He “conocido” a la hermana Alicia en una exposición organizada por la Obra Pía de los Santos Lugares, una institución española dependiente del ministerio de Asuntos Exteriores. La exposición se titula “Vidas Entregadas”; después de pasar por Jerusalén y otros lugares, también ha estado en Madrid. Ahora, se puede visitar en el Seminario de Ciudad Real.
Es una exposición muy sencilla, al estilo de los programas de televisión como “Españoles por el mundo”. Estos españoles son misioneros en su mayoría –hay algún arqueólogo– que comparten un amor grande por Tierra Santa y que saben ver más allá de los paisajes y las piedras que los turistas visitan. Ellos han ido allí para quedarse, aunque no tengan casa.
Las fotografías de la exposición son preciosas, y saben mostrar el interior de las personas que viven el interior del misterio de aquella tierra.

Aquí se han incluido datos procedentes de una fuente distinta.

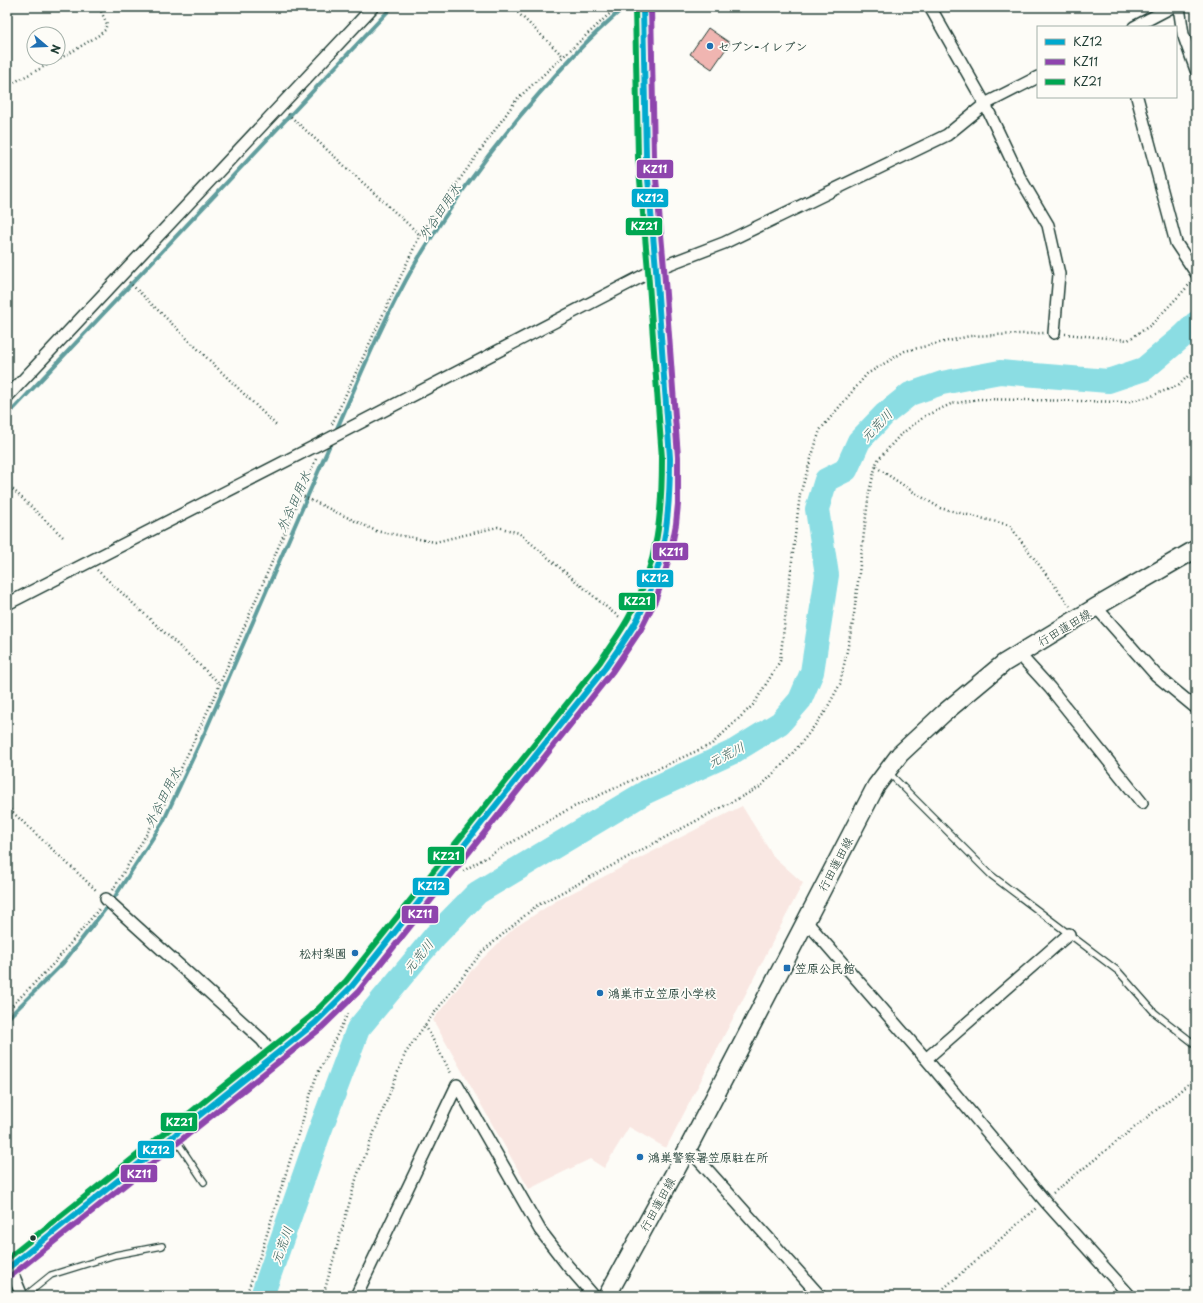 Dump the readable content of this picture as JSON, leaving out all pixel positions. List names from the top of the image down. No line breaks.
{"streets":{"main road":["行田蓮田線"]},"water":["外谷田用水","元荒川"],"places":{"other":["セブン-イレブン","松村梨園","鴻巣市立笠原小学校","鴻巣警察署笠原駐在所"],"transit":["笠原公民館"]},"lines":["transit line KZ12","transit line KZ11","transit line KZ21"],"legend":["KZ12","KZ11","KZ21"],"north":"right"} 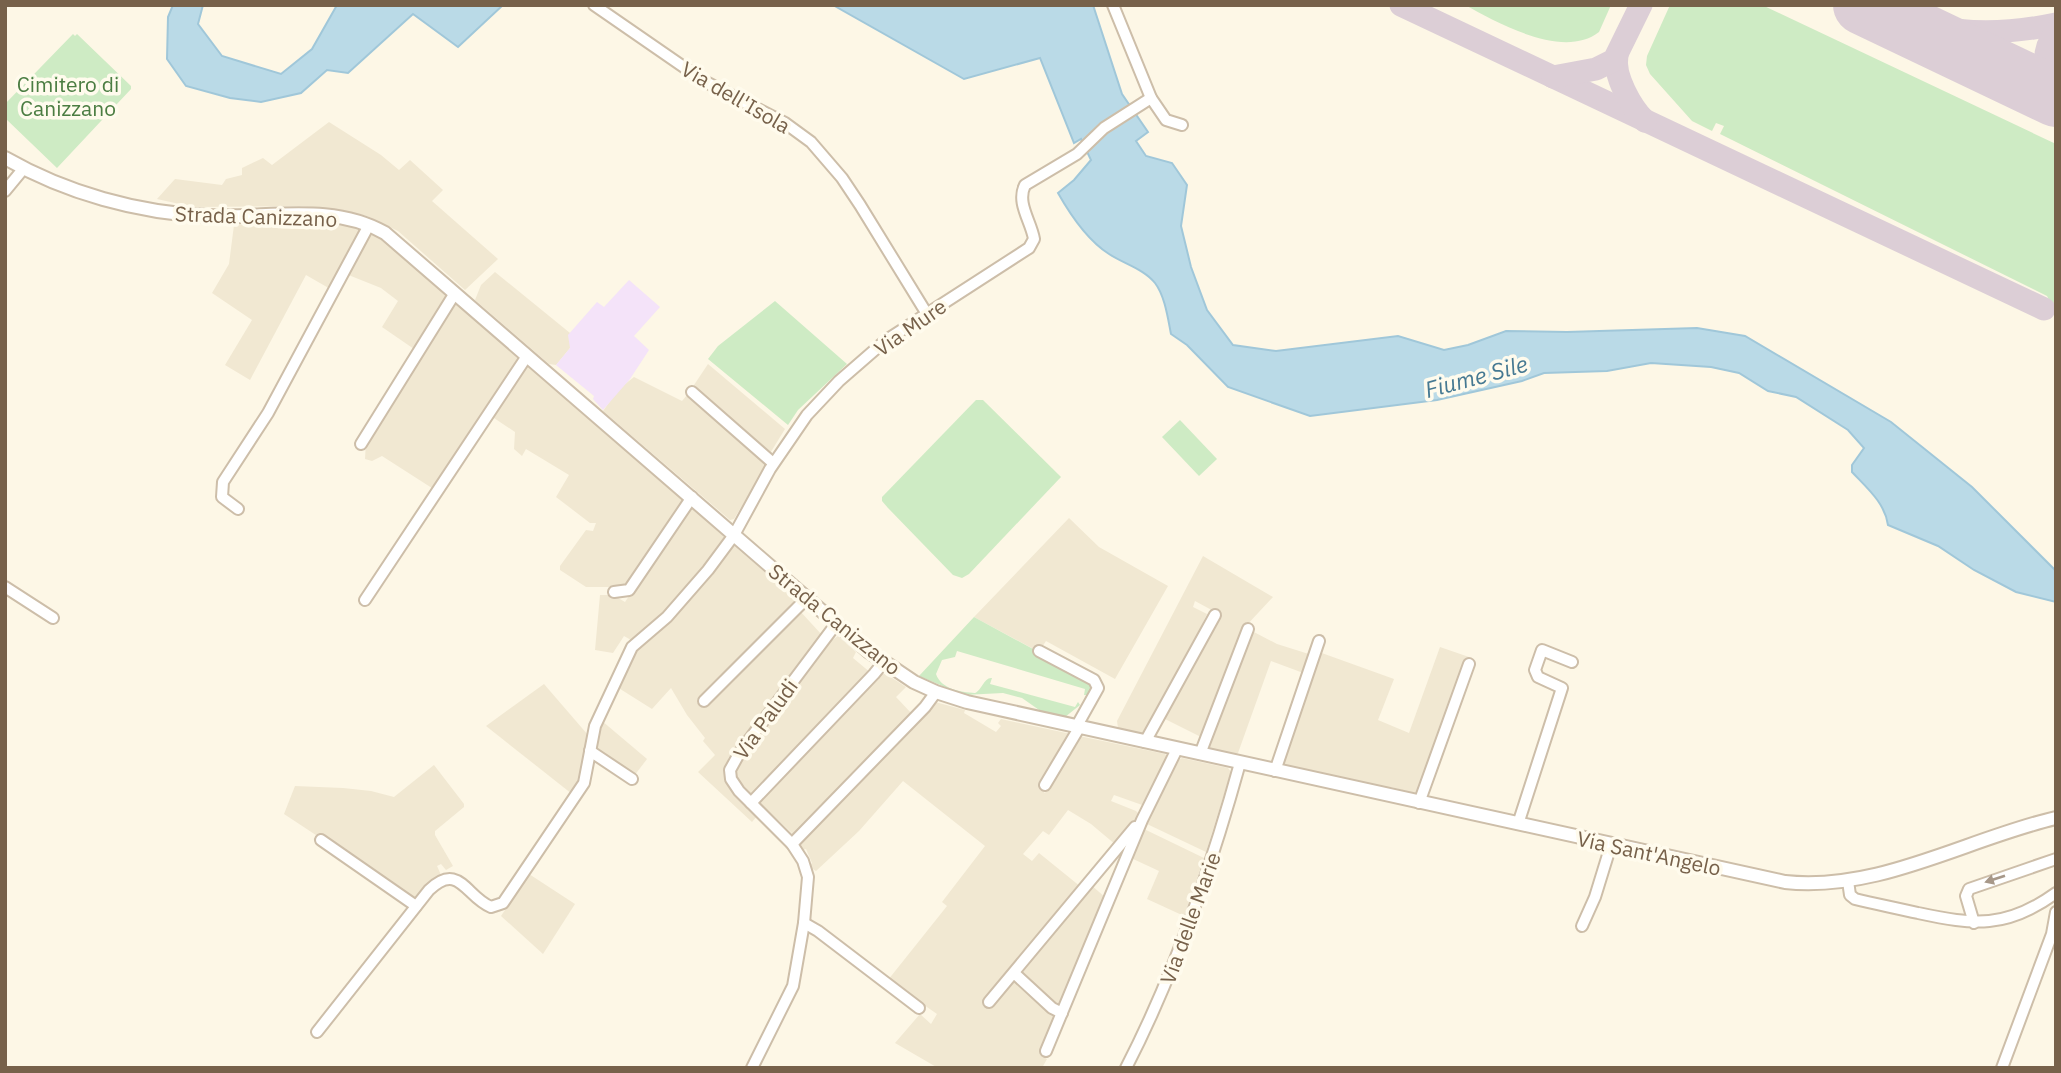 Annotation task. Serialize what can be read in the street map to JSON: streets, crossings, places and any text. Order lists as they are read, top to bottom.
{
  "streets": {
    "street": [
      "Via dell'Isola",
      "Strada Canizzano",
      "Via Mure",
      "Via Paludi",
      "Via Sant'Angelo",
      "Via delle Marie"
    ]
  },
  "crossings": [
    ["Via dell'Isola", "Via Mure"],
    ["Strada Canizzano", "Via Mure"],
    ["Strada Canizzano", "Via Paludi"],
    ["Strada Canizzano", "Via Sant'Angelo"],
    ["Strada Canizzano", "Via delle Marie"],
    ["Via Sant'Angelo", "Via delle Marie"]
  ],
  "water": ["Fiume Sile"],
  "parks": ["Cimitero di Canizzano"]
} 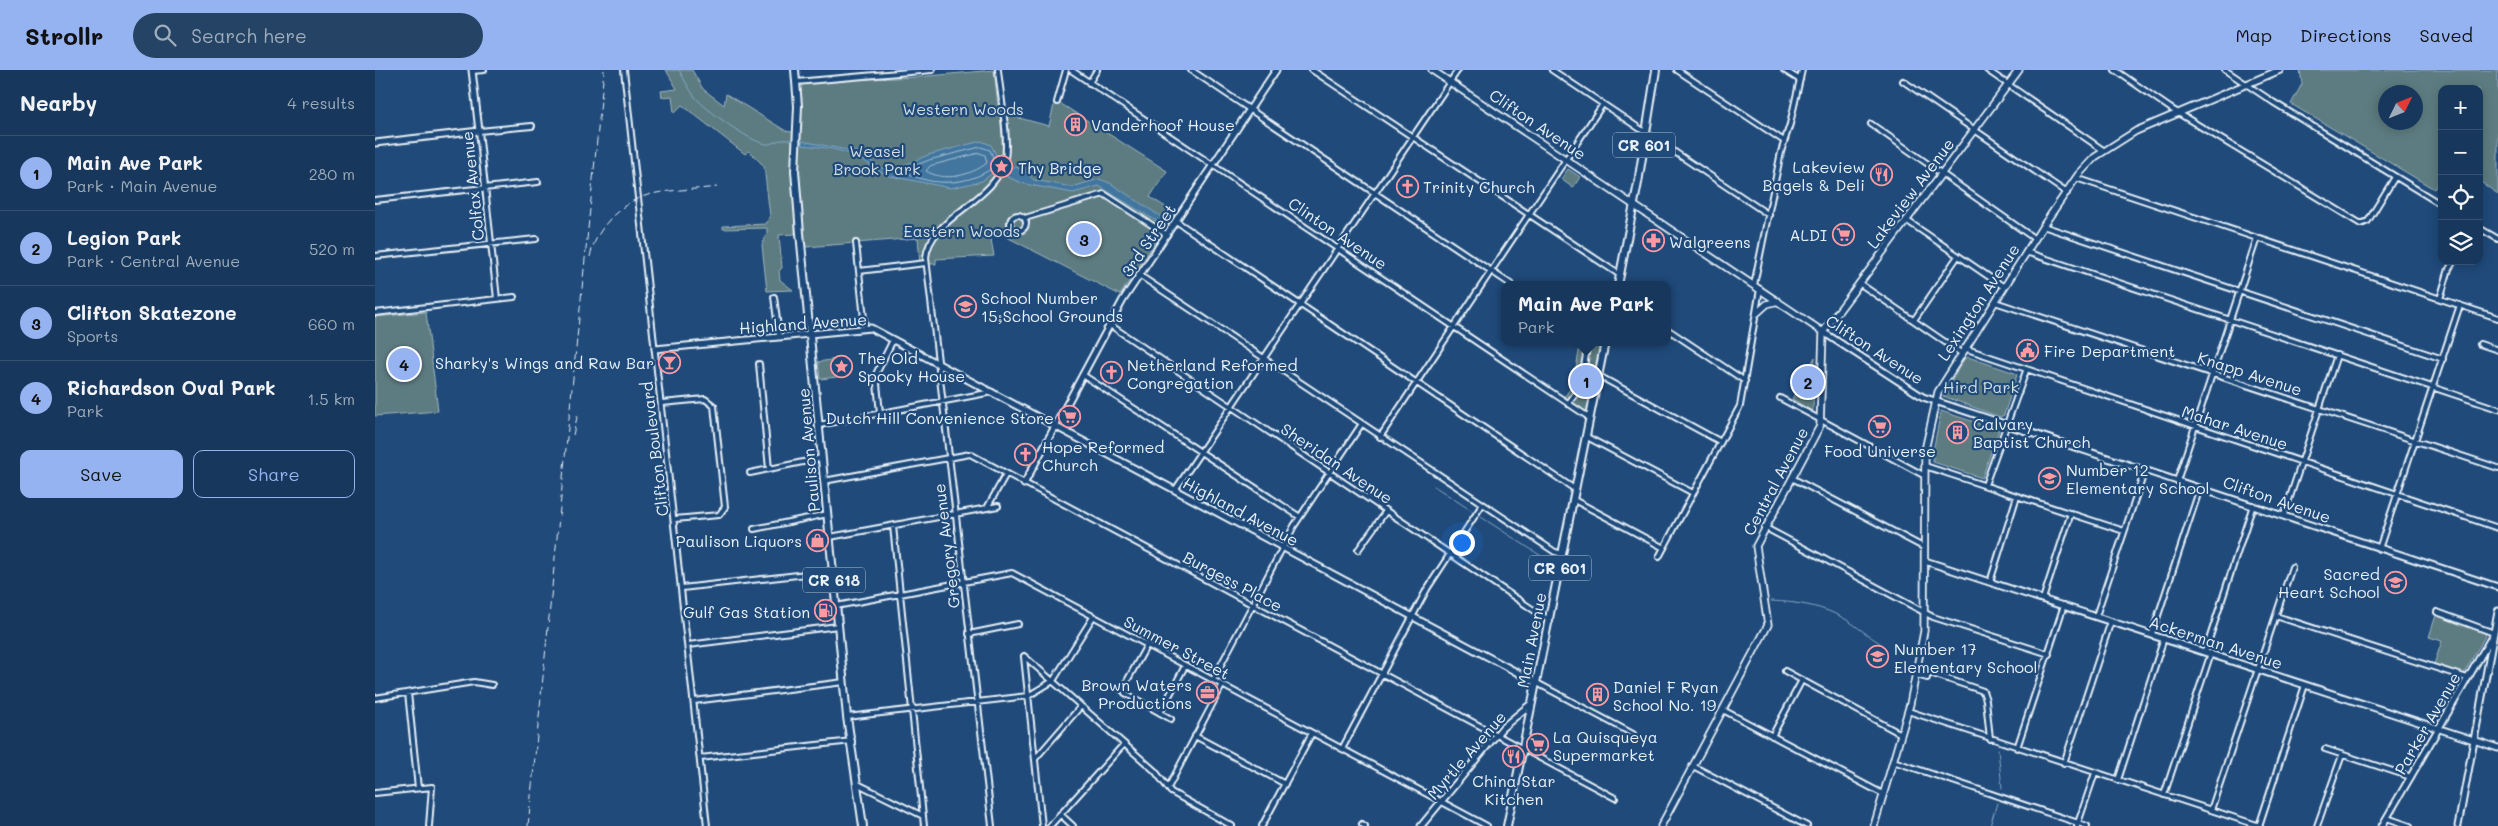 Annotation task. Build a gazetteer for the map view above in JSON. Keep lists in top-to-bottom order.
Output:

“Piedras vivas” ha querido llamarse la exposición en su paso por Ciudad Real. Con ello, se trata de dar un mensaje también a los abundantes peregrinos de nuestra tierra que ya han visitado Tierra Santa y a los que están planeando viajar hasta allí.
Iglesias y ruinas
Los peregrinos, normalmente, visitan iglesias y ruinas; son restos de una larga presencia cristiana en Tierra Santa: de alguna forma, la fe nos ha hecho “ciudadanos de Jerusalén” e “hijos de Abraham”, el primer peregrino de aquella franja de tierra “entre el desierto y el mar”. Las iglesias y las piedras nos recuerdan la carne de la Biblia: no es lo mismo leer el Evangelio o cualquier texto bíblico después de haber guardado en la memoria los paisajes de la tierra de Israel. Las iglesias y las piedras nos recuerdan, sobre todo, la carne del Verbo, el camino de Jesús: nos hacen comprender mejor sus huellas y la verdad de su vida entre nosotros, de su encarnación, de su amor por el hombre que lo hizo peregrino divino en tierra de barro y pecado.
Pero hay algo más que iglesias y ruinas en Tierra Santa: hay personas. Muchas de ellas, creyentes en Cristo. Bueno, lo de “muchas” es una realidad que va cambiando con los años: son cada vez menos. Junto a los judíos y los musulmanes, también hay cristianos en la Tierra del Señor; y no me refiero solo a estos cristianos misioneros que han llegado desde España y desde otros muchos lugares: son los cristianos que llevan allí generaciones, que han nacido allí y cuyas huellas familiares se pueden rastrear casi dos mil años.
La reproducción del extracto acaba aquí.